Pensó en Alejandro y en Tiro. En cierto modo la isla de Faros, que podía verse desde a Alejandría, se parecía a Tiro si se la miraba desde lejos. En la ciudad fenicia vio por primera vez al rey macedonio diez años atrás cuando residía en la próspera isla en condición de comerciante. Un judío no sabe hacer otra cosa: son banqueros o tenderos. Son malos agricultores, pésimos pescadores y el ganado nunca les engorda como a otros pueblos. Si su padre hubiese oído lo que ahora pensaba de su raza, le habría echado por segunda vez de Jerusalén.

Diez años atrás, él no era un comerciante cualquiera, vendía a los joyeros de Fenicia el oro procedente de Nubia. Tiro tampoco era cualquier ciudad de Levante, sino la más próspera y rica de los puertos del Egeo. Sólo Damasco rivalizaba con ella, pero Damasco carecía de los dos puertos de Tiro donde fondeaban más trirremes que en el Pireo. La ciudad fenicia superaba a las grandes urbes del momento: se negociaban más mercancías que en Éfeso, albergaba más almas que en Mileto y se vendían más esclavos que en Quíos. Si hubiese un ombligo del mundo naval, sin duda Tiro sería no sólo el ombligo sino el vientre y el útero.

Absalón consideraba sus estancias en Tiro como una placentera obligación que repetía dos veces al año. Ante sus padres debía fingir pesadumbre por alejarse de Jerusalén, pero en el fondo esperaba esos viajes con ansiedad. Siempre le gustó contemplar el mal con sus propios ojos, era fascinante pernoctar en aquella ciudad fenicia.
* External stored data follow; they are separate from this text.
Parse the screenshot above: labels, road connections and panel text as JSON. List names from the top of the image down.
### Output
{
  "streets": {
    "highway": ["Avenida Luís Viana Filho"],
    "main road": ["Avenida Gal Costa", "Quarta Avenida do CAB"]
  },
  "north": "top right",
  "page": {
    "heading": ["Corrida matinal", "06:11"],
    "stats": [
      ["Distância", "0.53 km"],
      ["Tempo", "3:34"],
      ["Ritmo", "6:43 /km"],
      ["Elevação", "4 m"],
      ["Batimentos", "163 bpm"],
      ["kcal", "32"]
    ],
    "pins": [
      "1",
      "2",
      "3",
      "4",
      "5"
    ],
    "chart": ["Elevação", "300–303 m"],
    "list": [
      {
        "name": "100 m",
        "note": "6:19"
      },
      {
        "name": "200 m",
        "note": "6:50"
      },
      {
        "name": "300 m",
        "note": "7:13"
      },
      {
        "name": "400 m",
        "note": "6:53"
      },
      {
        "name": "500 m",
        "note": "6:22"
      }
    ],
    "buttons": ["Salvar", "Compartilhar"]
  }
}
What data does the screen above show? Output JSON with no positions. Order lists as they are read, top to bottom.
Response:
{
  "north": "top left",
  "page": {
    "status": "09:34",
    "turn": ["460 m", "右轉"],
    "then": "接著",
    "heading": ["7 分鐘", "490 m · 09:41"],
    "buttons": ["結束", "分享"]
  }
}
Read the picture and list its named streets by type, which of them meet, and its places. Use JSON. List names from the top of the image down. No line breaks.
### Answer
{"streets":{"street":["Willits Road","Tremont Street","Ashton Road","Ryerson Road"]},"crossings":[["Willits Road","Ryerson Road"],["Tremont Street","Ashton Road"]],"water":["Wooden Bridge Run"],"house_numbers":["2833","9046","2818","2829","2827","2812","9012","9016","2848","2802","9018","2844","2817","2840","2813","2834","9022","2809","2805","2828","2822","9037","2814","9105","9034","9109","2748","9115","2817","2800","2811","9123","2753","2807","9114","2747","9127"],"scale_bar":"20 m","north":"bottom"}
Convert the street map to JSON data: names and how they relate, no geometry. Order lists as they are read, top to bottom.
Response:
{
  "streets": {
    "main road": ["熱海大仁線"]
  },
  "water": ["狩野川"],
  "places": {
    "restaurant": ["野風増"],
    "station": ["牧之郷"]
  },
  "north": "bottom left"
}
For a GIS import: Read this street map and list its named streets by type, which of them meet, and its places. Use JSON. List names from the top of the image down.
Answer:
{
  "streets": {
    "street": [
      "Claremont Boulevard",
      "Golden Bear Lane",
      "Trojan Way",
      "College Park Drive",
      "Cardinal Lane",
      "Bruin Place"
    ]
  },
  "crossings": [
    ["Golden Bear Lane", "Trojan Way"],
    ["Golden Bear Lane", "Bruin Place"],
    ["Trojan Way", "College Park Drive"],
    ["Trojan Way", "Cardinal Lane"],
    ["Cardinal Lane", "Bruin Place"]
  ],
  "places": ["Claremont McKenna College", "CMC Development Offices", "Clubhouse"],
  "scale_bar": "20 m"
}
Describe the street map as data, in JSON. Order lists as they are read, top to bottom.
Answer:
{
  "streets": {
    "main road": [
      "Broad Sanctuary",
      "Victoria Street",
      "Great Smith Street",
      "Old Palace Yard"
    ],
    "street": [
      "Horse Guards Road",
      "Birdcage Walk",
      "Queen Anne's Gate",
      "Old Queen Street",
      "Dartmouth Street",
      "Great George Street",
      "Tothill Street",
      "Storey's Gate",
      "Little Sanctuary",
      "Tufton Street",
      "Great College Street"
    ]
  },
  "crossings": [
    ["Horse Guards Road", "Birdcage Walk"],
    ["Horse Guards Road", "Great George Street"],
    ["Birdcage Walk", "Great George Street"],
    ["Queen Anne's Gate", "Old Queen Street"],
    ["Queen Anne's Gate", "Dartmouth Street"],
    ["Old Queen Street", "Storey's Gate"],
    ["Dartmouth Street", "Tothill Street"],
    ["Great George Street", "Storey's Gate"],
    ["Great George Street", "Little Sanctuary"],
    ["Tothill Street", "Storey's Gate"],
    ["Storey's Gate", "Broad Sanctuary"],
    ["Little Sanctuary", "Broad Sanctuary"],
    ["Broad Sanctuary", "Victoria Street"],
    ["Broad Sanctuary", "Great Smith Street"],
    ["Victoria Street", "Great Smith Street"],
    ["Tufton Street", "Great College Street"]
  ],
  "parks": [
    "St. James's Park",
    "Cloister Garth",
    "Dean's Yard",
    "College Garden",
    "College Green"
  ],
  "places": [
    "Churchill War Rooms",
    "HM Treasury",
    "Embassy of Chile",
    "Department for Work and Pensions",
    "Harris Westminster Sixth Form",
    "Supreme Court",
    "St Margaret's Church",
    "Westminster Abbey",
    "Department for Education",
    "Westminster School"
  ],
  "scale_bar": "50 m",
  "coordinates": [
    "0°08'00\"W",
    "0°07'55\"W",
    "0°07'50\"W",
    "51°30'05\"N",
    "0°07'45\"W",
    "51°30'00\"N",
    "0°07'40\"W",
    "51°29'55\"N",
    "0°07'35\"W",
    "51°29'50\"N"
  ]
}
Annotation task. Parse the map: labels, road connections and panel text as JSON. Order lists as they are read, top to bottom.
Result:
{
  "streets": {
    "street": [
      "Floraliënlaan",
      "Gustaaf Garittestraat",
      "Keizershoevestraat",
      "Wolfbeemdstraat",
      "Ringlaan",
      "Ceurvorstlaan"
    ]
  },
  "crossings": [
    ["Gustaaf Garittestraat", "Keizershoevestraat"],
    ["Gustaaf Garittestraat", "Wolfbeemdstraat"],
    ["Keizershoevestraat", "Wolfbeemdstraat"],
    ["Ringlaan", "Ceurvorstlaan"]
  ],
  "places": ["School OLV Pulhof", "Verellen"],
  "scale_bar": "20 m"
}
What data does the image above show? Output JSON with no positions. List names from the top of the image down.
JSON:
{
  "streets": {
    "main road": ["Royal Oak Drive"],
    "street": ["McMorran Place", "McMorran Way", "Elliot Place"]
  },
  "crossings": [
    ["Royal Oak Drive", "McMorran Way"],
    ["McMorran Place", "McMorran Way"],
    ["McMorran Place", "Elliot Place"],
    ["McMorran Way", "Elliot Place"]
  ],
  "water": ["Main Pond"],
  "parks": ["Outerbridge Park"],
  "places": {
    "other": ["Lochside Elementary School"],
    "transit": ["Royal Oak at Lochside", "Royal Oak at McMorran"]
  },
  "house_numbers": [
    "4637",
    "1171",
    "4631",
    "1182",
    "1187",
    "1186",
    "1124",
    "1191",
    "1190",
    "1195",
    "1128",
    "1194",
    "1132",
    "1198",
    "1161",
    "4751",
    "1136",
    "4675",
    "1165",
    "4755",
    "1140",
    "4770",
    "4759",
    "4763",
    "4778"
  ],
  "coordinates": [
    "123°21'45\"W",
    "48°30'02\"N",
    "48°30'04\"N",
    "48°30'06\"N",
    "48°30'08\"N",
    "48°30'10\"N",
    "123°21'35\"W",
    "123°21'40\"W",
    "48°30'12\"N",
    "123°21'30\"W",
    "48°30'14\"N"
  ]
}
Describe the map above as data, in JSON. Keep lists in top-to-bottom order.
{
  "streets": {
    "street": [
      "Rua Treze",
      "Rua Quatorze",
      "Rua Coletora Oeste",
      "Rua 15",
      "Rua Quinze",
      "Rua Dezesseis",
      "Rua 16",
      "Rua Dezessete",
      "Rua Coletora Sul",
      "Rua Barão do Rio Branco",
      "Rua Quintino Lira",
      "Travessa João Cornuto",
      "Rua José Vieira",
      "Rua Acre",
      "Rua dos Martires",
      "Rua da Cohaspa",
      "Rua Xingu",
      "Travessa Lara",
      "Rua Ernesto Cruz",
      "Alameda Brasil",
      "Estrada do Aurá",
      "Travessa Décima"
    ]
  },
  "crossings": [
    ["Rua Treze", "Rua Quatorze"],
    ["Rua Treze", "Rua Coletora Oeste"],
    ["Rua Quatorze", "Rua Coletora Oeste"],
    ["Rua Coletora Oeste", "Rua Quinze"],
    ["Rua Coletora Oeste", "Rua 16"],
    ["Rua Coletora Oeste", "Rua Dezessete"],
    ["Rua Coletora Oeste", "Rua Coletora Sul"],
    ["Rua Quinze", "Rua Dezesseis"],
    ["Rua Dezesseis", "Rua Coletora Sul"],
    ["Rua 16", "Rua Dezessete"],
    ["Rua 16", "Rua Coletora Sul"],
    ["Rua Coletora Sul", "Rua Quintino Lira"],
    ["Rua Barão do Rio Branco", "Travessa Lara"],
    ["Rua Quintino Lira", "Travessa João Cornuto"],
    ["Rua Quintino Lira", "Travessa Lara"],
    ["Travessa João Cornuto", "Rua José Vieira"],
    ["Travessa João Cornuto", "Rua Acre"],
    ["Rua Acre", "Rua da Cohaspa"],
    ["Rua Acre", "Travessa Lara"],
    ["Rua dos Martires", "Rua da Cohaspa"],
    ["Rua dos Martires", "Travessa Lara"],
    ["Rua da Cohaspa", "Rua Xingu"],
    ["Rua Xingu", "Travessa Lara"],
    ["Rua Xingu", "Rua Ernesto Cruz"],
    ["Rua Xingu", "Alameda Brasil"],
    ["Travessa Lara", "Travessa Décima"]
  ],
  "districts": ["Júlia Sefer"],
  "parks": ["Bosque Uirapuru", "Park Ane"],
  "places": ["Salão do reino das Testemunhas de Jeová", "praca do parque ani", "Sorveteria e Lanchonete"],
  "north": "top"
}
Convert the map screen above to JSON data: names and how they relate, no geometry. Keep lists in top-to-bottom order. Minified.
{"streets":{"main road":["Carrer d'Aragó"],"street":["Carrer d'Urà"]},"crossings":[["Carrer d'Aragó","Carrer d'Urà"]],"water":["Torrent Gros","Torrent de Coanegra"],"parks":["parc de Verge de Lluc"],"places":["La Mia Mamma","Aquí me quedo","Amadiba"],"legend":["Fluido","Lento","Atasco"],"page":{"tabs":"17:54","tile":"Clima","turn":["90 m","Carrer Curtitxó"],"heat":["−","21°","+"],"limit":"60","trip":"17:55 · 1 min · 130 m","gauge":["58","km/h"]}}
Desde que tuvo uso de razón, Absalón partía dos veces al año desde Jerusalén para dirigirse a Gaza donde llegaba la caravana con el oro Nubio que había atravesado el Sinaí. Primero acompañaba a su padre, y luego, cuando cumplió veinte años, comenzó a realizar su periplo en solitario.

Cuando llegaba a Gaza atravesando Judea, comenzaba su viaje por la costa hasta Tiro, la ciudad más grande de Levante. Los fenicios le recibían con los brazos abiertos, aunque fuese hebreo; cuando se trata de negocios, poca importancia tienen los dioses. Uno de sus clientes más opulentos necesitaba el oro para forjar sus joyas, se trataba de Melkart, el viudo, que le alojaba en su casa de la isla durante dos días, hasta que se ponían de acuerdo en el precio del metal.

Tiro era una ciudad dividida en dos por el mar: la ciudad continental, donde vivían los más pobres, y la insular, una fortaleza inexpugnable que ni siquiera Nabucodonosor logró conquistar. El joyero, por supuesto, residía en la isla como los artesanos más ricos. Tenía un taller donde trabajaban diez esclavos especializados.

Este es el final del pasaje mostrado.